(Stored data)
■ ■ ■ ■ ■
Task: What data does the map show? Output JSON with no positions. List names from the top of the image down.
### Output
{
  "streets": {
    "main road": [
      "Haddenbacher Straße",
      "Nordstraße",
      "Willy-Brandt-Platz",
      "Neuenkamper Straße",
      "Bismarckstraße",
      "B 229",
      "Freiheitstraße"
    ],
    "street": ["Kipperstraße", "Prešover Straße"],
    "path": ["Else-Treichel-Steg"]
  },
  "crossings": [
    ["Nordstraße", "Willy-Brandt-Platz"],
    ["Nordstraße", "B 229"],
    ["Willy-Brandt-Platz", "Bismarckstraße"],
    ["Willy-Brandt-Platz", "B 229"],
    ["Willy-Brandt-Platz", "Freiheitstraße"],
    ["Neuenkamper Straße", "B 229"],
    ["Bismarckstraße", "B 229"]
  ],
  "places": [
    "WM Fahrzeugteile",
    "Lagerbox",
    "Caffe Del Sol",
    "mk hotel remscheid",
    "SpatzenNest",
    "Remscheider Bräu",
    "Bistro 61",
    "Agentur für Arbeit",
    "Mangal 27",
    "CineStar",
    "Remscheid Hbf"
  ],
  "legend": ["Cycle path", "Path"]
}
■ ■ ■ ■ ■
WORK INSTRUCTION -
Every entry must appear again in the answer, exactly as written.

RESULT -
Task: What data does the map show? Output JSON with no positions. List names from the top of the image down.
### Output
{
  "streets": {
    "main road": [
      "Haddenbacher Straße",
      "Nordstraße",
      "Willy-Brandt-Platz",
      "Neuenkamper Straße",
      "Bismarckstraße",
      "B 229",
      "Freiheitstraße"
    ],
    "street": ["Kipperstraße", "Prešover Straße"],
    "path": ["Else-Treichel-Steg"]
  },
  "crossings": [
    ["Nordstraße", "Willy-Brandt-Platz"],
    ["Nordstraße", "B 229"],
    ["Willy-Brandt-Platz", "Bismarckstraße"],
    ["Willy-Brandt-Platz", "B 229"],
    ["Willy-Brandt-Platz", "Freiheitstraße"],
    ["Neuenkamper Straße", "B 229"],
    ["Bismarckstraße", "B 229"]
  ],
  "places": [
    "WM Fahrzeugteile",
    "Lagerbox",
    "Caffe Del Sol",
    "mk hotel remscheid",
    "SpatzenNest",
    "Remscheider Bräu",
    "Bistro 61",
    "Agentur für Arbeit",
    "Mangal 27",
    "CineStar",
    "Remscheid Hbf"
  ],
  "legend": ["Cycle path", "Path"]
}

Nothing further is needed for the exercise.